■ **ABOUT THIS TASK**
Nothing should change. Output the data exactly.

■ **INFORMATION SUPPLIED**

+ + + +

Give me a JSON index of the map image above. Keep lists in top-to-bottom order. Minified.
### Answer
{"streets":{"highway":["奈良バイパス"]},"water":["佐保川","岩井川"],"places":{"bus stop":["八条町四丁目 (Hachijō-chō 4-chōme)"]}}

+ + + +

■ **ANSWER TO THIS EXERCISE**
Give me a JSON index of the map image above. Keep lists in top-to-bottom order. Minified.
### Answer
{"streets":{"highway":["奈良バイパス"]},"water":["佐保川","岩井川"],"places":{"bus stop":["八条町四丁目 (Hachijō-chō 4-chōme)"]}}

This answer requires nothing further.